CamdenSense and Persuasion
“So, Anne,” says Mrs Musgrove in Persuasion, the posthumously published and most personal of Jane Austen’s novels, “‘Now that your father and sister are gone, what part of Bath do you think they will settle in?”
The answer comes nine chapters later, when Anne Elliot, the heroine of the novel, finally visits her father and sister in Camden.
“Sir Walter had taken a very good house in Camden-place, a lofty dignified situation, such as becomes a man of consequence; and both he and Elizabeth were settled there, much to their satisfaction.”

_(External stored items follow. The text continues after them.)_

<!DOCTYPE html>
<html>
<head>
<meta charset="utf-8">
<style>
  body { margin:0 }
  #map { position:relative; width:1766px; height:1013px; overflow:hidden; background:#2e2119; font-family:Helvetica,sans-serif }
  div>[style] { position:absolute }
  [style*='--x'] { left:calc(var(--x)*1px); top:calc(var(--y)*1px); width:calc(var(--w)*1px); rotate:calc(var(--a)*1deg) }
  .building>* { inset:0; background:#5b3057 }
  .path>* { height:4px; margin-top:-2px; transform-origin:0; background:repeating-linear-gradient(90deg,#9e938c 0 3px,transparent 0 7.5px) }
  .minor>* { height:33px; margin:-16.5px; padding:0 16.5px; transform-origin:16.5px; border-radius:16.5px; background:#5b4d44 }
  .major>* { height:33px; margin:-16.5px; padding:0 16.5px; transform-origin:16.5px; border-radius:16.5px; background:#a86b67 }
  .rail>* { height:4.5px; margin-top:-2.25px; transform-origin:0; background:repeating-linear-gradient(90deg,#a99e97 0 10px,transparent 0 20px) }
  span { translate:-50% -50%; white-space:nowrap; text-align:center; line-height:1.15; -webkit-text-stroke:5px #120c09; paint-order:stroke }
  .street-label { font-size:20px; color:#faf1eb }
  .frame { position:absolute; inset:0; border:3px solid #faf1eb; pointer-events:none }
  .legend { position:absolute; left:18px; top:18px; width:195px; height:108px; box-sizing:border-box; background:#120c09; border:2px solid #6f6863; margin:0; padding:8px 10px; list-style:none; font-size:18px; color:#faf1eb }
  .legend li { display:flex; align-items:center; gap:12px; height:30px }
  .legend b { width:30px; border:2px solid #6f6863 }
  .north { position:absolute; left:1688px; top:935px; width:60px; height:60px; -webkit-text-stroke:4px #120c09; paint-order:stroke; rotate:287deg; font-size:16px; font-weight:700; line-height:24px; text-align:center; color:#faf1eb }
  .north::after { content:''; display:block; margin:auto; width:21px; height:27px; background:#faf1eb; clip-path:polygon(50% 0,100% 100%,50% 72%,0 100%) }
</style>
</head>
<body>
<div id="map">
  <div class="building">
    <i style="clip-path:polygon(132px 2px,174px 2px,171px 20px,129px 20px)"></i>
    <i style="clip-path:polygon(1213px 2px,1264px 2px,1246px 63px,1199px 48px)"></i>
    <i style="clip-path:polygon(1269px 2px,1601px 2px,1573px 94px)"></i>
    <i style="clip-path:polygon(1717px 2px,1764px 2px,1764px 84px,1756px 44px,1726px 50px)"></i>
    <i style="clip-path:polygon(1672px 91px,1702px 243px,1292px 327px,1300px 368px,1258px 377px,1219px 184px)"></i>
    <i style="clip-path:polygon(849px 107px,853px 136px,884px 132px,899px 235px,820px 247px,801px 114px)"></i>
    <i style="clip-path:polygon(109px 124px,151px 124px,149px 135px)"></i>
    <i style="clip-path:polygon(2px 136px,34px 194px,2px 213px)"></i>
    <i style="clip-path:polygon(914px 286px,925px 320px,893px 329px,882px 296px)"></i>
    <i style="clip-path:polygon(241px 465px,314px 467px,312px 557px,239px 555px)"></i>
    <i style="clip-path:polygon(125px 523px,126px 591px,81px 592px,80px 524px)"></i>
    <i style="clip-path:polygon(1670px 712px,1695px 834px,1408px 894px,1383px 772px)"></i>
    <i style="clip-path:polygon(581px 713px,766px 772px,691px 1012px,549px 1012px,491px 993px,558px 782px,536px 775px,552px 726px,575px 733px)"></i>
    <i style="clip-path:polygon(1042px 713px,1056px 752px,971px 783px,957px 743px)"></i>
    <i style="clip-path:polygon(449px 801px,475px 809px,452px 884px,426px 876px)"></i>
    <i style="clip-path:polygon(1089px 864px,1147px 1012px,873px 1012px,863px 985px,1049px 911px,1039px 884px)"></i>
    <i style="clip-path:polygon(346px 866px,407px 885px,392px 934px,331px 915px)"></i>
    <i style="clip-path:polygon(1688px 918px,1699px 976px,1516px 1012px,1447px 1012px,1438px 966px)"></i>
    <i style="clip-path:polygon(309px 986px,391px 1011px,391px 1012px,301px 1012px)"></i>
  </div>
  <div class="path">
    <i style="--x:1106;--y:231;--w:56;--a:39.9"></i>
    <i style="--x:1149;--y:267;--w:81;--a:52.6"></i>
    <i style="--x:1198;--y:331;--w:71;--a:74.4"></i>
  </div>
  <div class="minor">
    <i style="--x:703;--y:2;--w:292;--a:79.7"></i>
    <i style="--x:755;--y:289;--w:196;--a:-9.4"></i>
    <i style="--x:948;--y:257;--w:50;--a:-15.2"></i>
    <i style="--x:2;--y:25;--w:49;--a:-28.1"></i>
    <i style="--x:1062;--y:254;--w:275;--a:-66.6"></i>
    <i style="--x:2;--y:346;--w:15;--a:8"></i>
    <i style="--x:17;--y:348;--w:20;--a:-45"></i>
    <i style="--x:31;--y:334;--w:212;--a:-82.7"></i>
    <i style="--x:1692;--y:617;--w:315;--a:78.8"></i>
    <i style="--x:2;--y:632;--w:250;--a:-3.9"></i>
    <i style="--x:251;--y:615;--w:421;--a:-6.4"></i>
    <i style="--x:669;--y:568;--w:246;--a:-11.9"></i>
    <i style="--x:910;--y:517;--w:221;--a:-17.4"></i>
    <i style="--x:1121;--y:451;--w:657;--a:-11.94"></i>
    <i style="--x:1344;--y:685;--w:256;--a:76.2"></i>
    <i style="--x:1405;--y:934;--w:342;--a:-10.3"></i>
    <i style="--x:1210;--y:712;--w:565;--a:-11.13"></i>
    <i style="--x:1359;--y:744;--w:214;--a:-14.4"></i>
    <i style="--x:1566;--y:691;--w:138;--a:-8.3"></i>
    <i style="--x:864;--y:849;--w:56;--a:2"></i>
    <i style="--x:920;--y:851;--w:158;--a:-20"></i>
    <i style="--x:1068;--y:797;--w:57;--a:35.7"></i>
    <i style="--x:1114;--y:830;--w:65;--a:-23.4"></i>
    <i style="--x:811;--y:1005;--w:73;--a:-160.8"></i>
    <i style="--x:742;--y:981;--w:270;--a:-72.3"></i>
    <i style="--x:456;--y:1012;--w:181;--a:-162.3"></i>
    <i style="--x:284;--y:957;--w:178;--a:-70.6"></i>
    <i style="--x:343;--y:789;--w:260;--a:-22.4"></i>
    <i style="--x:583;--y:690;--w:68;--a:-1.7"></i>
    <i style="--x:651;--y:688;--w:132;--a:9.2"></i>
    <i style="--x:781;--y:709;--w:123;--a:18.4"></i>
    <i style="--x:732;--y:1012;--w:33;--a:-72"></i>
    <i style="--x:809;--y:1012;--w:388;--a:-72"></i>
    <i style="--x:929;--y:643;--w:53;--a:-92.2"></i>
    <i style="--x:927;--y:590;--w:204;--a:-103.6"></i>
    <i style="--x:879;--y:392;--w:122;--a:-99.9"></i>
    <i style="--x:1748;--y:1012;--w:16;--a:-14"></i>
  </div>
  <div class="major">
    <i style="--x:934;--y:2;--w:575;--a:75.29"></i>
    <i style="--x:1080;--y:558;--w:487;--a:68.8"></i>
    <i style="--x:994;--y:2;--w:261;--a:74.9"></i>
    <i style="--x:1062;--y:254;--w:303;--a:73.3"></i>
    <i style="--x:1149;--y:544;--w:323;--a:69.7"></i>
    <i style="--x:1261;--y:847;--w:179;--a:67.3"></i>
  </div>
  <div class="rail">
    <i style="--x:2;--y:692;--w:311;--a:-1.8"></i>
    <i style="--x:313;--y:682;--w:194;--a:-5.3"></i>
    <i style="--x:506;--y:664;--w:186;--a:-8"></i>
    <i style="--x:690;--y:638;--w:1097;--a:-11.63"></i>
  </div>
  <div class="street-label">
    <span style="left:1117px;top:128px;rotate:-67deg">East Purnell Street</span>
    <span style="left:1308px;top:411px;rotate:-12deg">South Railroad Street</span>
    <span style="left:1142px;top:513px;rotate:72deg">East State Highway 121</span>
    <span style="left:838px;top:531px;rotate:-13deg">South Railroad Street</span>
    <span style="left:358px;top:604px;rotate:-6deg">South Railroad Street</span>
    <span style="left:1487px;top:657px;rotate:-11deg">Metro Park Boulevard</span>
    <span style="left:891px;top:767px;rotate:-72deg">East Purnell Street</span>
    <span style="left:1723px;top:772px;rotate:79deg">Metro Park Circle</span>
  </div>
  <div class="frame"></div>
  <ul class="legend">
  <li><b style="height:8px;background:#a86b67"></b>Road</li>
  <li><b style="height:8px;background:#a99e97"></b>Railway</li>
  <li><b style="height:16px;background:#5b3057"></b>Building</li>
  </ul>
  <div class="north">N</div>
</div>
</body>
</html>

At first, Anne does not look forward to her time in Bath. “Anne entered it with a sinking heart, anticipating an imprisonment of many months, and anxiously saying to herself, ‘Oh, when shall I leave you again?’” She dreads her father and sister’s preoccupations with the small social scene in the city – “It was all Bath”, and Anne’s father particularly “placed his whole happiness on being in intimate terms in Camden-place”.
Anne is suspicious of their avowed happiness, and considers it shallow. “They had the pleasure of assuring her that Bath more than answered their expectations in every respect. Their house was undoubtedly the best in Camden-place; their drawing rooms had many decided advantages over all the others which they had neither seen nor heard of; and the superiority was not less in the style of the fitting-up, or the taste of the furniture. Everybody was wanting to visit them.”
But ultimately, Bath works out well for Anne Elliot. Not because of the bricks and mortar, or the convolution and strictures of the social scene. She moves her former fiancé Captain Wentworth deeply by her speech on love never being quite lost, and they renew their engagement after a decade’s estrangement. Both she and Captain Wentworth have devised their own paths in the world because of the strength of their characters, rather than being subject to the exigencies of society, or the persuasion of others.
“Bath could hardly contain any other two beings at once so rationally and so rapturously happy as during that evening occupied the sofa of Mrs Croft’s drawing-room in Gay Street.”